» **ABOUT THIS TASK**: The required output is the line that contains "Instruction: Dump the" through the last line of the data, retyped verbatim and with nothing added.

☆ ☆ ☆ ☆ ☆ ☆ ☆

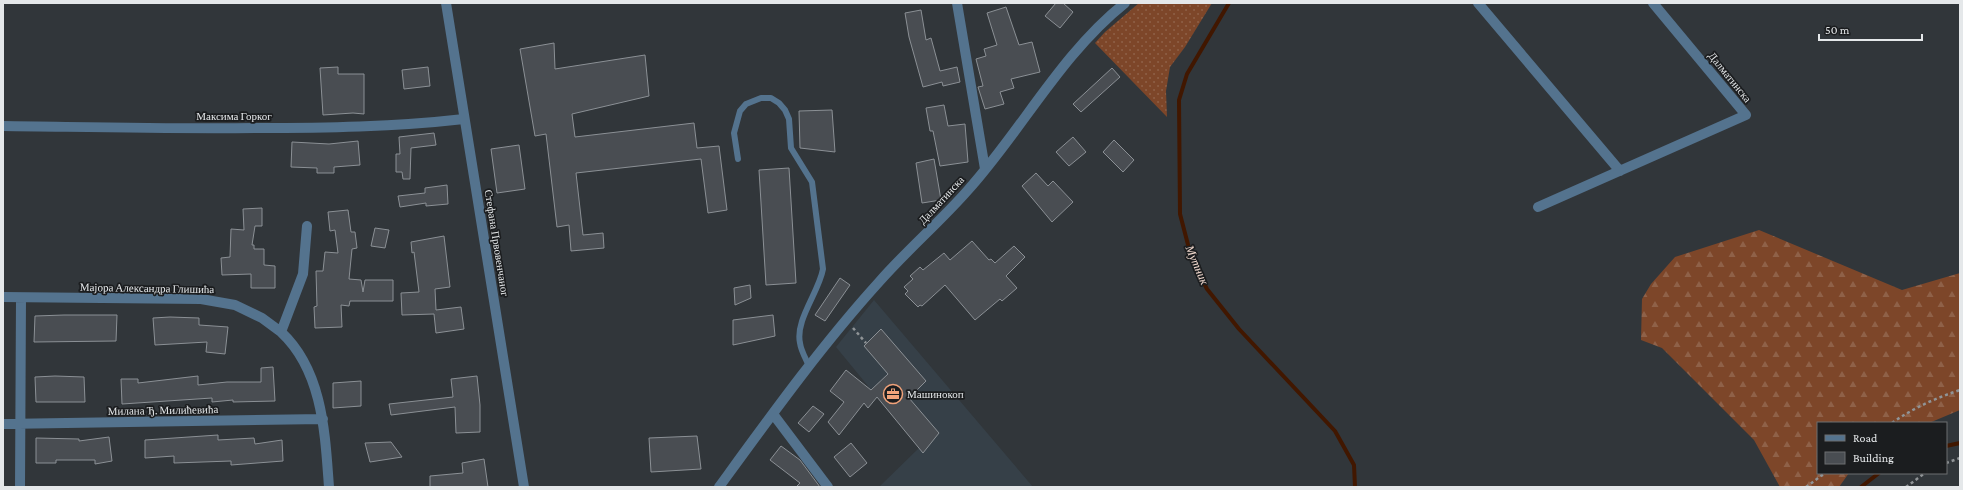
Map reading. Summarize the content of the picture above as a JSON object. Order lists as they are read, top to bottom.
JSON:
{
  "streets": {
    "street": [
      "Далматинска",
      "Максима Горког",
      "Стефана Првовенчаног",
      "Мајора Александра Глишића",
      "Милана Ђ. Милићевића"
    ]
  },
  "crossings": [
    ["Максима Горког", "Стефана Првовенчаног"],
    ["Мајора Александра Глишића", "Милана Ђ. Милићевића"]
  ],
  "water": ["Мутник"],
  "places": {
    "office": ["Машинокоп"]
  },
  "legend": ["Road", "Building"],
  "scale_bar": "50 m"
}
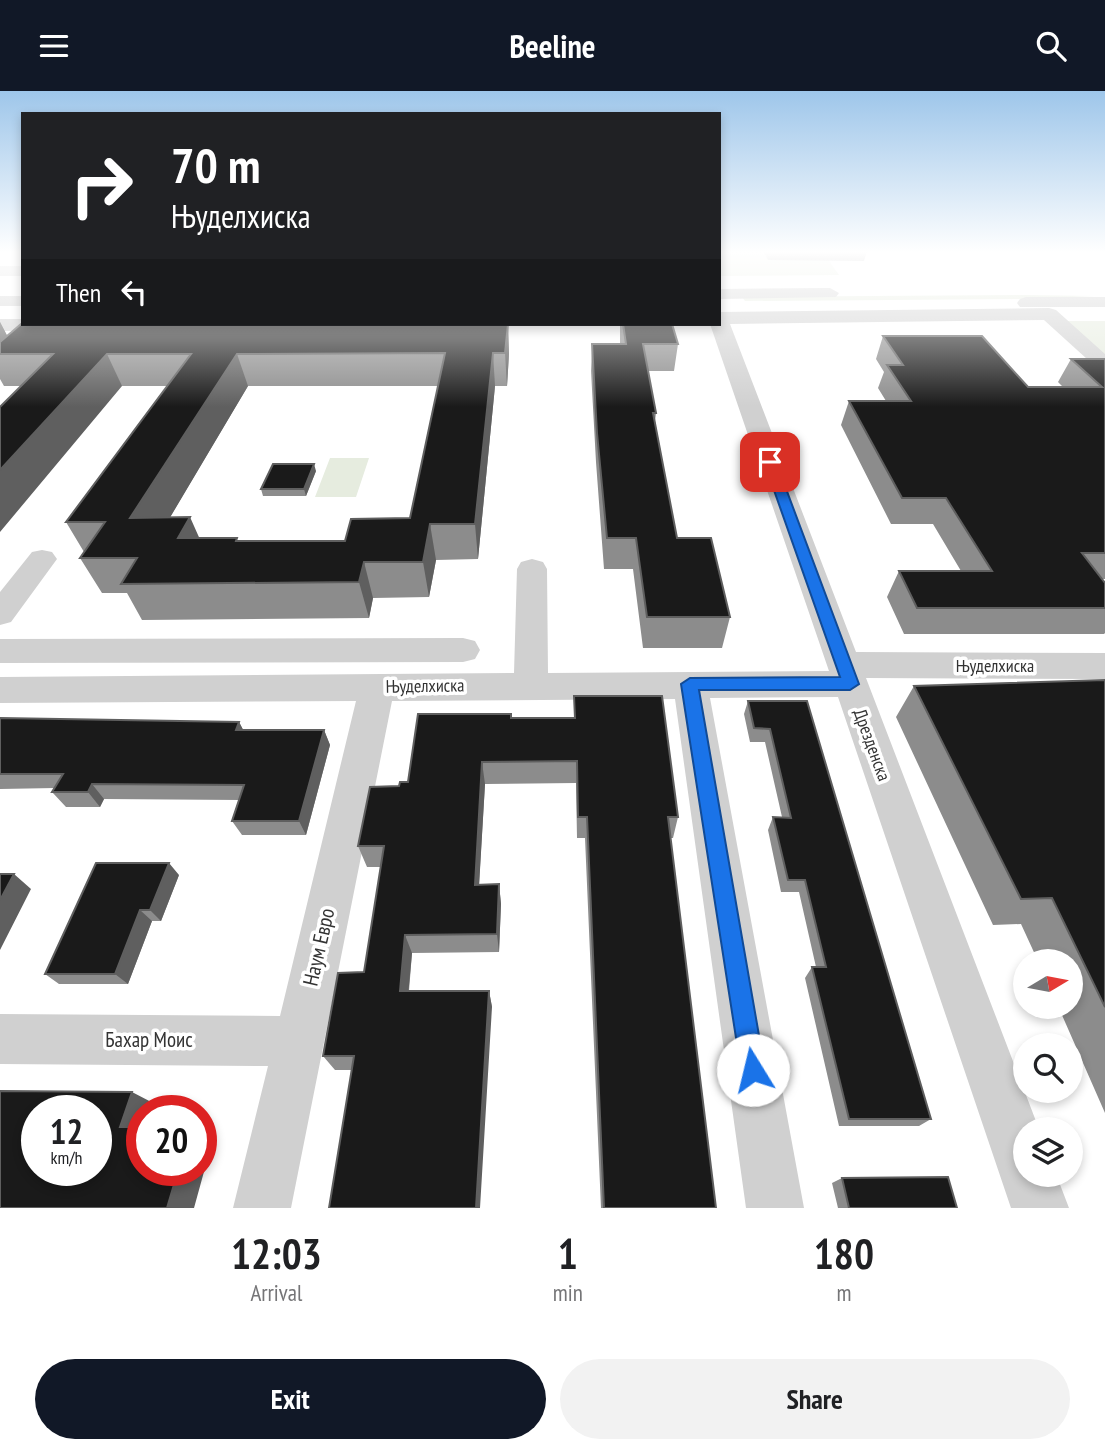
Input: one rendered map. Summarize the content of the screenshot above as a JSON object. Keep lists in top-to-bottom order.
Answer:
{
  "streets": {
    "street": [
      "Њуделхиска",
      "Дрезденска",
      "Наум Евро",
      "Бахар Моис"
    ]
  },
  "crossings": [
    ["Њуделхиска", "Дрезденска"],
    ["Њуделхиска", "Наум Евро"],
    ["Наум Евро", "Бахар Моис"]
  ],
  "north": "right",
  "page": {
    "header": "Beeline",
    "turn": ["70 m", "Њуделхиска"],
    "then": "Then",
    "speed": "12 km/h",
    "limit": "20",
    "eta": [
      "12:03",
      "Arrival",
      "1",
      "min",
      "180",
      "m"
    ],
    "buttons": ["Exit", "Share"]
  }
}
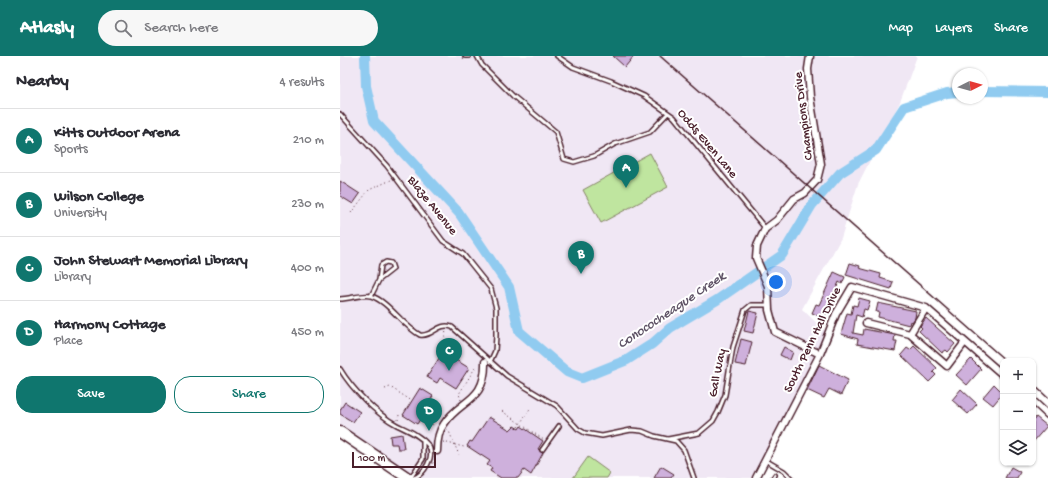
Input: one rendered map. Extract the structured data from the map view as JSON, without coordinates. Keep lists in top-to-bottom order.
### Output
{
  "streets": {
    "street": ["Champions Drive", "South Penn Hall Drive"],
    "lane": ["Odds Even Lane", "Blaze Avenue", "Gall Way"]
  },
  "crossings": [
    ["Champions Drive", "Odds Even Lane"],
    ["Champions Drive", "Gall Way"],
    ["Blaze Avenue", "Gall Way"]
  ],
  "water": ["Conococheague Creek"],
  "scale_bar": "100 m",
  "north": "right",
  "page": {
    "header": "Atlasly",
    "search": "Search here",
    "nav": ["Map", "Layers", "Share"],
    "heading": ["Nearby", "4 results"],
    "list": [
      {
        "mark": "A",
        "name": "Kitts Outdoor Arena",
        "note": "Sports",
        "value": "210 m"
      },
      {
        "mark": "B",
        "name": "Wilson College",
        "note": "University",
        "value": "230 m"
      },
      {
        "mark": "C",
        "name": "John Stewart Memorial Library",
        "note": "Library",
        "value": "400 m"
      },
      {
        "mark": "D",
        "name": "Harmony Cottage",
        "note": "Place",
        "value": "450 m"
      }
    ],
    "pins": [
      "A",
      "B",
      "C",
      "D"
    ],
    "map_buttons": ["+", "−"],
    "buttons": ["Save", "Share"],
    "scale": "100 m"
  }
}
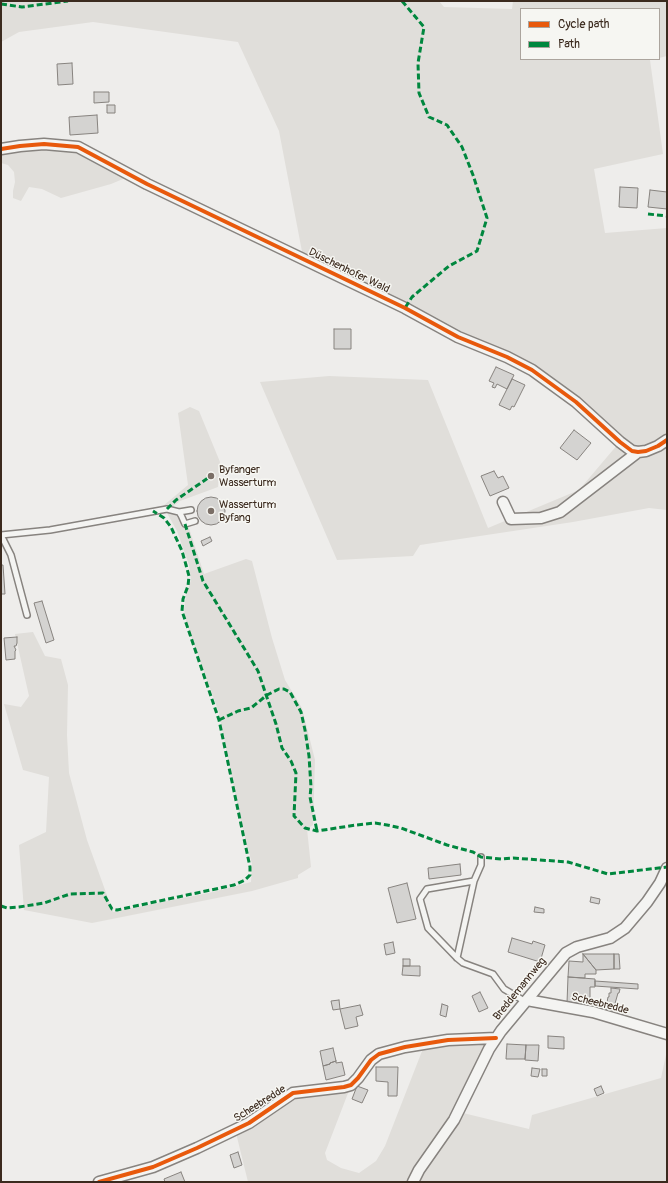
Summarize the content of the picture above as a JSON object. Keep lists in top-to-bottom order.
{
  "streets": {
    "street": ["Düschenhofer Wald", "Breddemannweg", "Scheebredde"]
  },
  "crossings": [
    ["Breddemannweg", "Scheebredde"]
  ],
  "places": ["Byfanger Wasserturm", "Wasserturm Byfang"],
  "legend": ["Cycle path", "Path"]
}
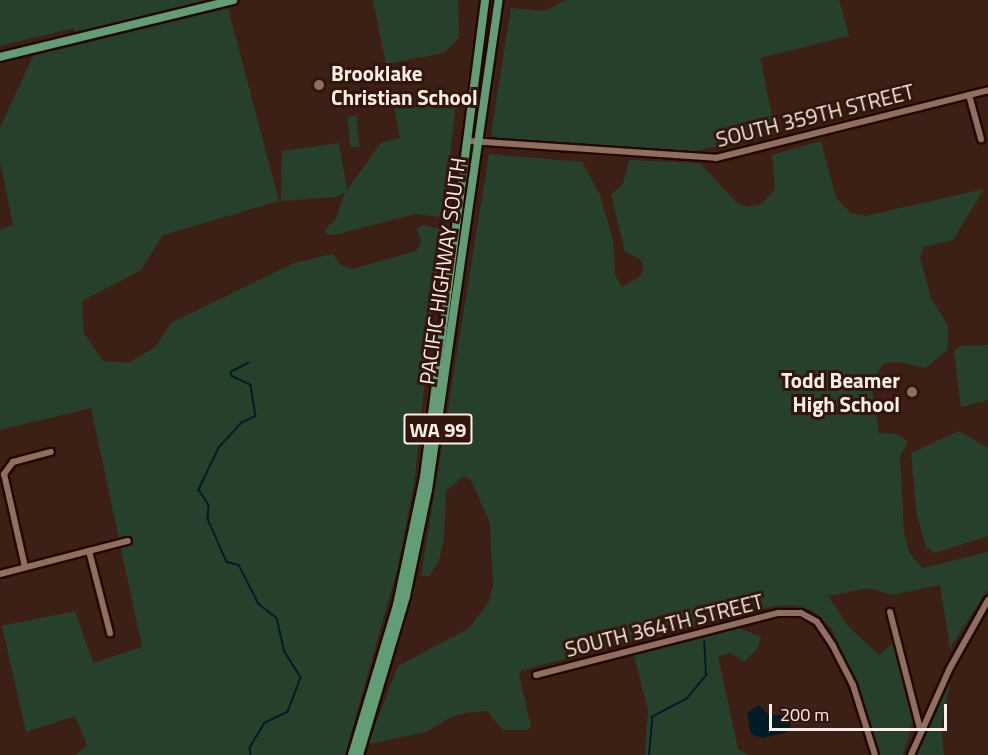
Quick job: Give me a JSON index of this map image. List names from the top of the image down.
{
  "streets": {
    "main road": ["PACIFIC HIGHWAY SOUTH", "WA 99"],
    "street": ["SOUTH 359TH STREET", "SOUTH 364TH STREET"]
  },
  "crossings": [
    ["SOUTH 359TH STREET", "PACIFIC HIGHWAY SOUTH"]
  ],
  "places": ["Brooklake Christian School", "Todd Beamer High School"],
  "scale_bar": "200 m"
}
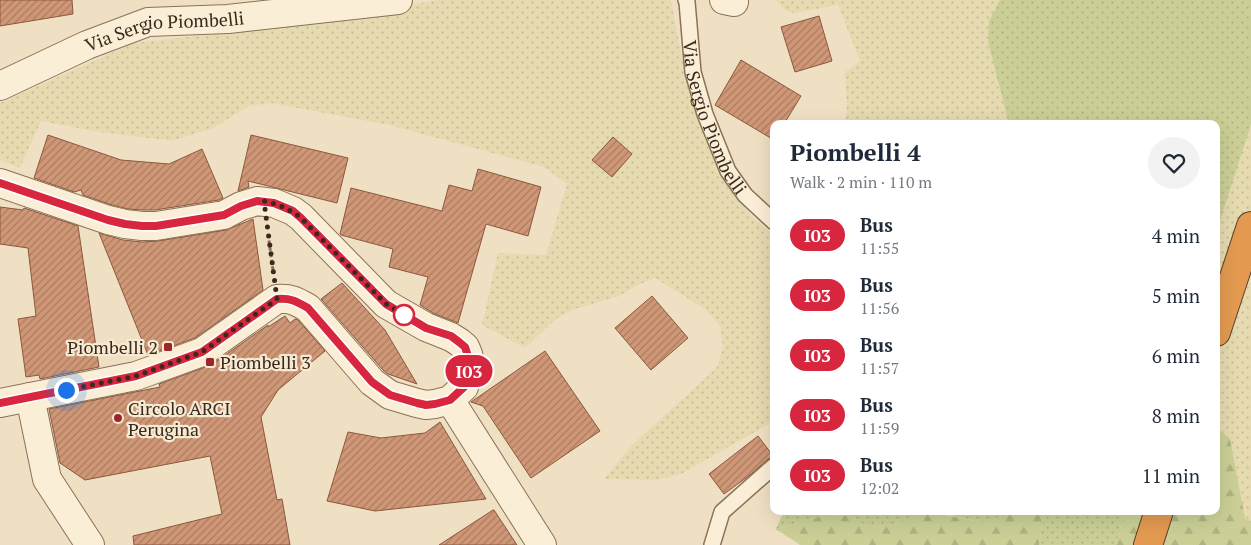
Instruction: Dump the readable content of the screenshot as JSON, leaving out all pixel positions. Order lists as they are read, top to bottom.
{
  "streets": {
    "street": ["Via Sergio Piombelli"]
  },
  "places": {
    "transit": ["Piombelli 2", "Piombelli 3"],
    "other": ["Circolo ARCI Perugina"]
  },
  "lines": ["bus line I03"],
  "page": {
    "on_map": "I03",
    "heading": ["Piombelli 4", "Walk · 2 min · 110 m"],
    "list": [
      {
        "mark": "I03",
        "name": "Bus",
        "note": "11:55",
        "value": "4 min"
      },
      {
        "mark": "I03",
        "name": "Bus",
        "note": "11:56",
        "value": "5 min"
      },
      {
        "mark": "I03",
        "name": "Bus",
        "note": "11:57",
        "value": "6 min"
      },
      {
        "mark": "I03",
        "name": "Bus",
        "note": "11:59",
        "value": "8 min"
      },
      {
        "mark": "I03",
        "name": "Bus",
        "note": "12:02",
        "value": "11 min"
      }
    ]
  }
}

☆ ☆ ☆ ☆ ☆ ☆ ☆

» **SOLUTION TO THIS PROBLEM**:
Instruction: Dump the readable content of the screenshot as JSON, leaving out all pixel positions. Order lists as they are read, top to bottom.
{
  "streets": {
    "street": ["Via Sergio Piombelli"]
  },
  "places": {
    "transit": ["Piombelli 2", "Piombelli 3"],
    "other": ["Circolo ARCI Perugina"]
  },
  "lines": ["bus line I03"],
  "page": {
    "on_map": "I03",
    "heading": ["Piombelli 4", "Walk · 2 min · 110 m"],
    "list": [
      {
        "mark": "I03",
        "name": "Bus",
        "note": "11:55",
        "value": "4 min"
      },
      {
        "mark": "I03",
        "name": "Bus",
        "note": "11:56",
        "value": "5 min"
      },
      {
        "mark": "I03",
        "name": "Bus",
        "note": "11:57",
        "value": "6 min"
      },
      {
        "mark": "I03",
        "name": "Bus",
        "note": "11:59",
        "value": "8 min"
      },
      {
        "mark": "I03",
        "name": "Bus",
        "note": "12:02",
        "value": "11 min"
      }
    ]
  }
}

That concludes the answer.